NEW ORLEANS -- It is no secret that these are hard times for anthropology. The discipline claims little more than one-half of 1 percent of undergraduate degrees conferred, according to the National Center for Education Statistics. Anthropology departments across the country have been rebranded or threatened with being merged or scrapped; jobs have been targeted.
A panel here Thursday at the annual meeting of the American Anthropological Association pointed to one possible way to reverse these fortunes. The session, “Active Learning: Engaging Activities to Create Eager Students,” featured accounts from faculty members -- at community colleges and four-year institutions, and who teach both introductory and upper-level courses -- who have moved beyond standard textbook-and-lecture teaching methods to make anthropology more tangible, and make it come alive. What they learned suggests that the best way to save anthropology on college campuses may well be to allow students to actually experience … anthropology.
For example, Jerusha Achterberg, who was finishing her Ph.D. in biocultural anthropology at the University of Washington at the time, described how four rooms, which held a collection of bones, monkey heads, and animal skulls that had fallen into neglect, turned into an opportunity for two undergraduate students.
Rather than leaving to a future postdoc or fellow graduate student the job of organizing the collection, she assigned the task to two undergrads. The students, who normally would be kept far from such duties, she said, were trained in handling, cataloging, and labeling the collection. In the process, they got the chance to do hands-on research. Achterberg, who is now a preceptor at Harvard University's writing project, also had students conduct their own self-generated projects out in the field and present them to their peers and her colleagues. “Non-honors undergraduates are perfectly capable of this work,” said Achterberg. “They just need to have the chance to do it.”
Nancy Gonlin, a specialist in Mesoamerican archaeology at Bellevue College, a community college in Bellevue, Wash., said she realized that, for her discipline, in which half the work takes place out in the field, it only makes sense to expose students to real practice. “Why not do some archaeology in the classroom?” she asked.
Gonlin described how she brought a few of her students with her to do fieldwork in Oaxaca to work on El Mapa de Teozacoalco, a 5-by-6-foot map drawn around 1580 by indigenous people there. It includes Mixtec glyphs that identify the natural features, boundaries and genealogy of the area. Recognizing that trips to the field aren't always easy in the era of strapped budgets, Gonlin also has had her students draw maps of the campus area, but in the Mixtec style.
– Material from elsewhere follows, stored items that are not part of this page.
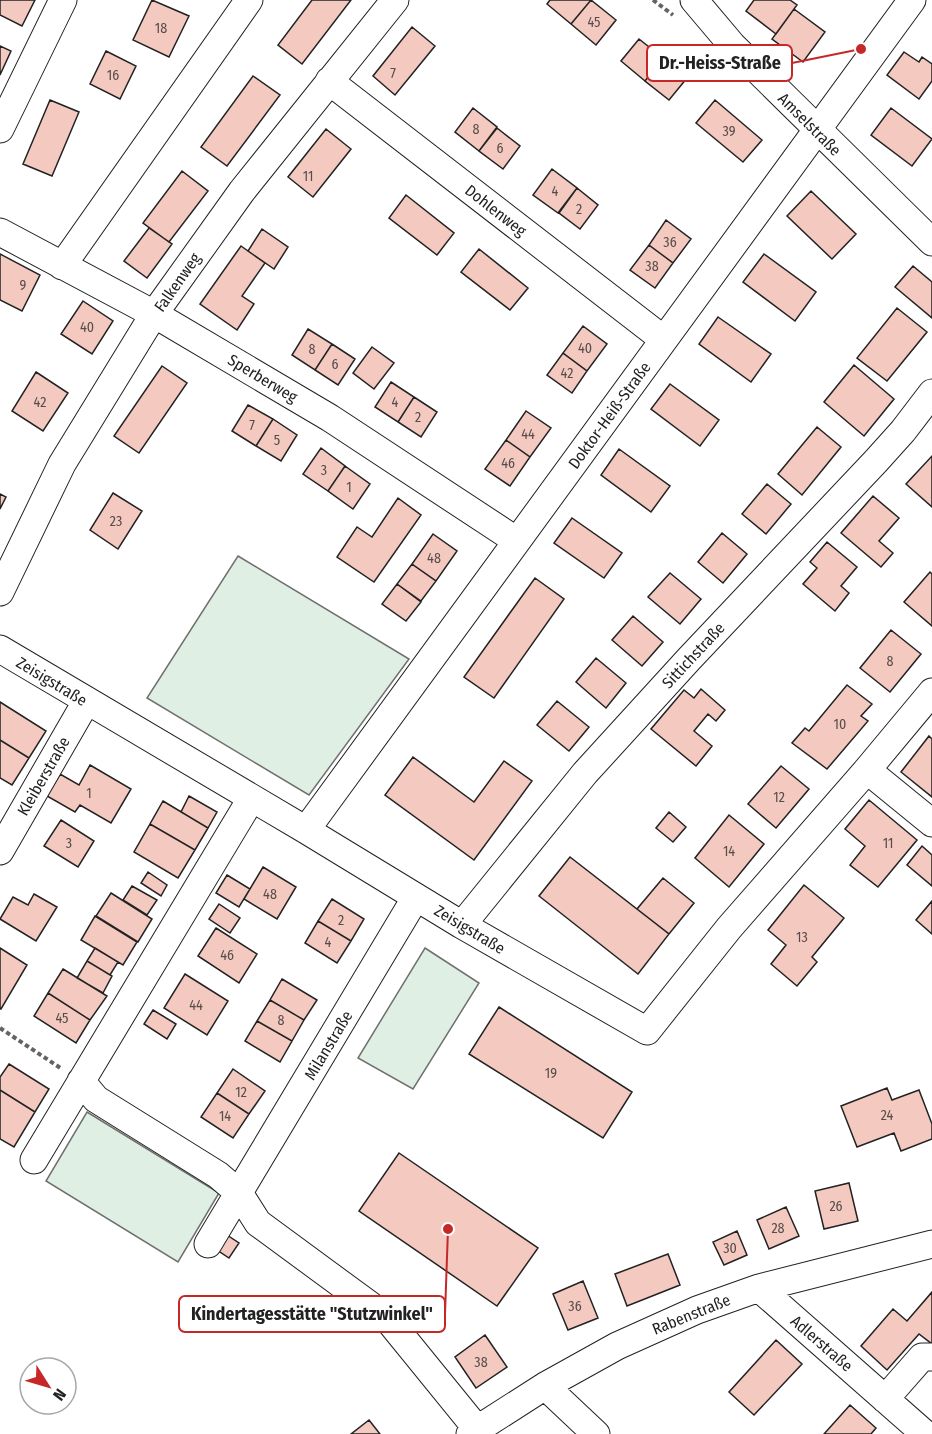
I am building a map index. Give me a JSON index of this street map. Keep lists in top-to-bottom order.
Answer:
{
  "streets": {
    "street": [
      "Amselstraße",
      "Dohlenweg",
      "Falkenweg",
      "Sperberweg",
      "Doktor-Heiß-Straße",
      "Sittichstraße",
      "Zeisigstraße",
      "Kleiberstraße",
      "Milanstraße",
      "Rabenstraße",
      "Adlerstraße"
    ]
  },
  "crossings": [
    ["Amselstraße", "Doktor-Heiß-Straße"],
    ["Dohlenweg", "Falkenweg"],
    ["Dohlenweg", "Doktor-Heiß-Straße"],
    ["Falkenweg", "Sperberweg"],
    ["Sperberweg", "Doktor-Heiß-Straße"],
    ["Doktor-Heiß-Straße", "Zeisigstraße"],
    ["Sittichstraße", "Zeisigstraße"],
    ["Zeisigstraße", "Kleiberstraße"],
    ["Zeisigstraße", "Milanstraße"],
    ["Rabenstraße", "Adlerstraße"]
  ],
  "places": ["Dr.-Heiss-Straße", "Kindertagesstätte \"Stutzwinkel\""],
  "house_numbers": [
    "45",
    "18",
    "7",
    "16",
    "8",
    "39",
    "6",
    "11",
    "4",
    "2",
    "36",
    "38",
    "9",
    "40",
    "40",
    "8",
    "6",
    "42",
    "42",
    "4",
    "2",
    "7",
    "44",
    "5",
    "46",
    "3",
    "1",
    "23",
    "48",
    "8",
    "10",
    "1",
    "12",
    "3",
    "11",
    "14",
    "48",
    "2",
    "13",
    "4",
    "46",
    "44",
    "45",
    "8",
    "19",
    "12",
    "24",
    "14",
    "26",
    "28",
    "30",
    "36",
    "38"
  ],
  "north": "bottom right"
}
She credits the approach with increasing interest in the subject and boosting academic performance. In 2005-6, Bellevue's anthropology classes were filled to just 60 percent of capacity. This semester, the fill rate was up to 95 percent, she said.
Approaches that are simpler but equally pedagogically driven also have borne fruit. Gonlin's colleague Tony Tessandori described how he teaches first-year students the distinguishing characteristics of primates. He will ask one group of students to understand the physiology of a non-primate by wearing hats with a bar protruding from the bridge of the nose (which scrambles the natural ability to see in three dimensions). He will then toss students a ball (they often drop it) to demonstrate what an evolutionary advantage this kind of vision can be. He also asks students to wear red-tinted glasses and try to pick out one "safe" Starburst candy from among four "poisonous" ones -- a task that is made impossible because the glasses make their human eyes perceive in two colors, not three, and the candies all look the same.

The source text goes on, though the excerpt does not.